Stored data

------------------------------------------------------------

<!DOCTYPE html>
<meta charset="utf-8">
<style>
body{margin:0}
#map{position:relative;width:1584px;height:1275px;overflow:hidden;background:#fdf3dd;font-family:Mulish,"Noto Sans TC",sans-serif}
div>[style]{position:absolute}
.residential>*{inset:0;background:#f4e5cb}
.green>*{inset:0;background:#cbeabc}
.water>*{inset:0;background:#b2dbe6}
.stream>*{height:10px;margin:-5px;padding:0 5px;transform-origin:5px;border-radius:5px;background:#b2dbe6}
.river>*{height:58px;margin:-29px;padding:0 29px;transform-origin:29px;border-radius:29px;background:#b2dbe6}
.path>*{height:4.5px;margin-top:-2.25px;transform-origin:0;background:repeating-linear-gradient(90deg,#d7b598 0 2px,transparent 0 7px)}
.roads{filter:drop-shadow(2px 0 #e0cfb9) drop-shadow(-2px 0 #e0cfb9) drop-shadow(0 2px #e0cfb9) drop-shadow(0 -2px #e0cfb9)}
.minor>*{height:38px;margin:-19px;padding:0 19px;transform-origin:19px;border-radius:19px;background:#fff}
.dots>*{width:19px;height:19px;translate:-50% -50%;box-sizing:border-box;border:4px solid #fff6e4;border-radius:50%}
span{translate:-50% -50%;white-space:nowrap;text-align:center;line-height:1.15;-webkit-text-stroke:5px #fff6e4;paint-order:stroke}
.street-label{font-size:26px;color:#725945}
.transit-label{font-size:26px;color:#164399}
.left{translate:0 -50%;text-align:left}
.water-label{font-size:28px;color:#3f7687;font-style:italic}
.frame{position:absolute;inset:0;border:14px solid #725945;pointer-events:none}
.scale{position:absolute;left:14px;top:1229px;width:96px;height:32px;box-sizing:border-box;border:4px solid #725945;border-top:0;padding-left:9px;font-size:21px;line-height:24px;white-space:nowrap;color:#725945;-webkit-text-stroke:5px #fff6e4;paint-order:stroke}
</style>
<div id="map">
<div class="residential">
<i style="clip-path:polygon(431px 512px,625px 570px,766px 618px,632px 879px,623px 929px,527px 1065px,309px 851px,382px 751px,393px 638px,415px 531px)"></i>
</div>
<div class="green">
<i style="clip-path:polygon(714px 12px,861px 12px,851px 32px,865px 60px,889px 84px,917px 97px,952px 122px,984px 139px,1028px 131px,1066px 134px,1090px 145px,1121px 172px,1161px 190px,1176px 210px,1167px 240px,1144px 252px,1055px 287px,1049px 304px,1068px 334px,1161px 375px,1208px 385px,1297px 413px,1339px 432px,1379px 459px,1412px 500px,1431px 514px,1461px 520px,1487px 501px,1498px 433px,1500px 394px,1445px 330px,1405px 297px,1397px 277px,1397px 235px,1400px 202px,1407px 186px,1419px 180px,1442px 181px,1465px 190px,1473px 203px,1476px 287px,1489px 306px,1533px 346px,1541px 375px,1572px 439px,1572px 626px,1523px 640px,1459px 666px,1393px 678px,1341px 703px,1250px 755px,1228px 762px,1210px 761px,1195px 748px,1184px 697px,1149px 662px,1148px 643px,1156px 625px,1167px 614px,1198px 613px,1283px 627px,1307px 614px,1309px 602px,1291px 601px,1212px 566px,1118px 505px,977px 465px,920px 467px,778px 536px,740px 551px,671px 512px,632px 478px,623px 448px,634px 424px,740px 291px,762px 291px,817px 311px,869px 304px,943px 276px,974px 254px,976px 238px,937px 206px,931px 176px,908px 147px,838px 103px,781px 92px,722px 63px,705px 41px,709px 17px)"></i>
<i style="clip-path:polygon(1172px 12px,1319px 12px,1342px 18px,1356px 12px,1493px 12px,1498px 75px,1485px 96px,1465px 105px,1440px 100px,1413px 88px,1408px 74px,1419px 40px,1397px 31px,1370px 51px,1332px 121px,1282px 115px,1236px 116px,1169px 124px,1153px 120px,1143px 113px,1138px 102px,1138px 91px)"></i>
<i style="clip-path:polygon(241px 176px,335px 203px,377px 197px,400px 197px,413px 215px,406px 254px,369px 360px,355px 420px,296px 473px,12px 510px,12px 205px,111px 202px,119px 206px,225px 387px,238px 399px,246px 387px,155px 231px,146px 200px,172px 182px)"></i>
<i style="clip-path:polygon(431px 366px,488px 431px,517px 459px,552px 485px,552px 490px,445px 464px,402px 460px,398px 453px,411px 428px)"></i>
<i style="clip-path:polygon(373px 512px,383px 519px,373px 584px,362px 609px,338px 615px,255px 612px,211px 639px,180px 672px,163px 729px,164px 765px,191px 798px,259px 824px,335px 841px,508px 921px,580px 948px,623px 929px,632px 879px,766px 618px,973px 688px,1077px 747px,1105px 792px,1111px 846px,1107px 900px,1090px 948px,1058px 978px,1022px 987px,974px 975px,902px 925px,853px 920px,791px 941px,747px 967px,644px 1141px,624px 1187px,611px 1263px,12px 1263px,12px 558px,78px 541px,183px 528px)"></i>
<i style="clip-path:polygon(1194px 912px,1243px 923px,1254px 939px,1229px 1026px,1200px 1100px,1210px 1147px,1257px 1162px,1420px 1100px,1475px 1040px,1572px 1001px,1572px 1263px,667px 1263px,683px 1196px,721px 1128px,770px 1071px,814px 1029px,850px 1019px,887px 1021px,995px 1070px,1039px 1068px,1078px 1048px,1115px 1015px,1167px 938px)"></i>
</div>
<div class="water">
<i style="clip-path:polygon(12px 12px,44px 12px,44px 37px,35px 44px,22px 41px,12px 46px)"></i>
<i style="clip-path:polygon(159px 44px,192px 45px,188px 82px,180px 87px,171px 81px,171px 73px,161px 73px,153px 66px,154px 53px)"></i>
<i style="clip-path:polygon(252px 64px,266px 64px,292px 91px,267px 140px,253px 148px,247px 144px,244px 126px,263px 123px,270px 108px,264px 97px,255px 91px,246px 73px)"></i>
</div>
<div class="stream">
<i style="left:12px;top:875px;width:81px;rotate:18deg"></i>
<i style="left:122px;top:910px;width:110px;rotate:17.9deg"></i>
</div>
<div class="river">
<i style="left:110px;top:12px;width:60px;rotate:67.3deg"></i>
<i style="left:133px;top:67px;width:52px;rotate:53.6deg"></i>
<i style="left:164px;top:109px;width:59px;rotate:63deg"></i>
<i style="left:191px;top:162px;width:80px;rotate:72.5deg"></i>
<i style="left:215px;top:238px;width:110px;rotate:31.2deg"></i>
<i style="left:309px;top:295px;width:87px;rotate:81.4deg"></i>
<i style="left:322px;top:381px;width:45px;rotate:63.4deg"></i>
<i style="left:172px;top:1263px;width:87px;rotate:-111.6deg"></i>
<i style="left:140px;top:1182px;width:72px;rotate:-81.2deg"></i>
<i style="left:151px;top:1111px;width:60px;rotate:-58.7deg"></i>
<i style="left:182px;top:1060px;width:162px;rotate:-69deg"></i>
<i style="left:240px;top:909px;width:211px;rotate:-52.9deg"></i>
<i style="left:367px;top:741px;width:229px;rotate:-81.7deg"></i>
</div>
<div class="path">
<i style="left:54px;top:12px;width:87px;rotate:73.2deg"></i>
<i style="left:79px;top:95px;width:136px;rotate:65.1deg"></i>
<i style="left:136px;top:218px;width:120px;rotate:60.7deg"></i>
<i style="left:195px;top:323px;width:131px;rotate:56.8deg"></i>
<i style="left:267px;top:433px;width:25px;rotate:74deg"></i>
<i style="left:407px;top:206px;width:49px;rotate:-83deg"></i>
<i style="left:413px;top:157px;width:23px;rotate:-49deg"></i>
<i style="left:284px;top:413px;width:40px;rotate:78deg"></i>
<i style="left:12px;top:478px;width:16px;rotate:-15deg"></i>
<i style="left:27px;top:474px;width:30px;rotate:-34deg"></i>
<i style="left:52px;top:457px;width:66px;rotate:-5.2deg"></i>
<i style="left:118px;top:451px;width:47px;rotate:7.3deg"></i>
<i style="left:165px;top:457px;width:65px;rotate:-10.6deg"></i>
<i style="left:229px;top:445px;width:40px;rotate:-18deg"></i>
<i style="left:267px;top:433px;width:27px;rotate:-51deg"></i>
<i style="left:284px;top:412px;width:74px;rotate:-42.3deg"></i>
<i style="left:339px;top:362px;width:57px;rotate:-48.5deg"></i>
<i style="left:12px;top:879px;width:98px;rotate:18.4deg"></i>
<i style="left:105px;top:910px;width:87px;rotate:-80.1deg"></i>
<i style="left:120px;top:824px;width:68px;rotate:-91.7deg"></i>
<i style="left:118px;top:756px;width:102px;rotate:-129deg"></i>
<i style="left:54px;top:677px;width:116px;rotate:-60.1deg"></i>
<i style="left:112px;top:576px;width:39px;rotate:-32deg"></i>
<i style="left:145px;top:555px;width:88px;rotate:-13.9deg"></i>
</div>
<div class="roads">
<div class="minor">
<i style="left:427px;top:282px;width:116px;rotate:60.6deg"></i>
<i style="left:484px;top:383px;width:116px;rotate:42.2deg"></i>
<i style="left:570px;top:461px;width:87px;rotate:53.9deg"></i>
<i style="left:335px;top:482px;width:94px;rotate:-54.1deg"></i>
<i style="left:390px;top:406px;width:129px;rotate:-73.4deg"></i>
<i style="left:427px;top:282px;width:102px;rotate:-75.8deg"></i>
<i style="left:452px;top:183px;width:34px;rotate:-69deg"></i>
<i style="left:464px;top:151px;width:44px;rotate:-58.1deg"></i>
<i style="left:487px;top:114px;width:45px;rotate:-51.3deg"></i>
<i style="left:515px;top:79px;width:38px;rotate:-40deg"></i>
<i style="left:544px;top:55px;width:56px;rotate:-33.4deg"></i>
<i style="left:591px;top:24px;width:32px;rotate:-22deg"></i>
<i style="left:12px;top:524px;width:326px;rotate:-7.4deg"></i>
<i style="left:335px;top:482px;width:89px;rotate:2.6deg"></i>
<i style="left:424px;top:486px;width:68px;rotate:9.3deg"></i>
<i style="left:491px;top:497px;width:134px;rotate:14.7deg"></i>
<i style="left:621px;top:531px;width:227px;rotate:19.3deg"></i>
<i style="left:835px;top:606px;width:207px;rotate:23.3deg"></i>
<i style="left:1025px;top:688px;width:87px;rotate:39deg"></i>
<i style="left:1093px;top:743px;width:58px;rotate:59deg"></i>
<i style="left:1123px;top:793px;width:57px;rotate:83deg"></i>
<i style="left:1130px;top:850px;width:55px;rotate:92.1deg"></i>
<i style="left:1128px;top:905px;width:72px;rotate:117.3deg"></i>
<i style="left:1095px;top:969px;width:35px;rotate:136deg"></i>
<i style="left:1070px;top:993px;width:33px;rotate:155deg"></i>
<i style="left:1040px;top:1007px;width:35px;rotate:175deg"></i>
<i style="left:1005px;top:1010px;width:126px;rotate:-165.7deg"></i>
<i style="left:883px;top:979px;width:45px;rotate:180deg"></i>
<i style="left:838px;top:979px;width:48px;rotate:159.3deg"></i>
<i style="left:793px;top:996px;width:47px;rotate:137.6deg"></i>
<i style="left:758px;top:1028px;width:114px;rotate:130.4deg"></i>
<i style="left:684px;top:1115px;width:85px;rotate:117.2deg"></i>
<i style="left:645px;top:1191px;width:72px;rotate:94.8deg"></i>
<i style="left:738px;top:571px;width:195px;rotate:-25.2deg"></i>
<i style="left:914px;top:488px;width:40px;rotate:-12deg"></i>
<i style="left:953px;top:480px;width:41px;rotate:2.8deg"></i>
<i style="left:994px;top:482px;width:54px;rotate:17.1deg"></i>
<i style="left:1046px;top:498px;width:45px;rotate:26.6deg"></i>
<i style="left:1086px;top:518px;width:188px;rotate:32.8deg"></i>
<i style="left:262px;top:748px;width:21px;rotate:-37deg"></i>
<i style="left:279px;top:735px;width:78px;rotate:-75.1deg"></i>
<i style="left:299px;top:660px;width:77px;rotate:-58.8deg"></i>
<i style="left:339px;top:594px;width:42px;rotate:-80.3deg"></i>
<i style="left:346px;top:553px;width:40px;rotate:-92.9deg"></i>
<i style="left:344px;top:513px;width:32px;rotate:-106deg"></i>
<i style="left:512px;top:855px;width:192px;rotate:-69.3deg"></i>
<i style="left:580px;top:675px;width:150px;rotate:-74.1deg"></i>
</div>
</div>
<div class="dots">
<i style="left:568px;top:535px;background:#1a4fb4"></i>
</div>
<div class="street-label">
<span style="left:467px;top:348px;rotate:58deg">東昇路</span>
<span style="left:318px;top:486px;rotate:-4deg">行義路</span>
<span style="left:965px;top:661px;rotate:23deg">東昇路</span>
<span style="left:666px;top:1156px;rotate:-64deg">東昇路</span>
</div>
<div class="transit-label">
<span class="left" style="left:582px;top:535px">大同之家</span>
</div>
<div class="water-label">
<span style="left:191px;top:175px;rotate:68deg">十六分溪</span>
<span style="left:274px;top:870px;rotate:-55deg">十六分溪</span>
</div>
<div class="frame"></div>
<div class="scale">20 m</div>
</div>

------------------------------------------------------------

### EXERCISE
Find each line in the data above with the word "stream", then copy it.

### YOUR SOLUTION
.stream>*{height:10px;margin:-5px;padding:0 5px;transform-origin:5px;border-radius:5px;background:#b2dbe6}
<div class="stream">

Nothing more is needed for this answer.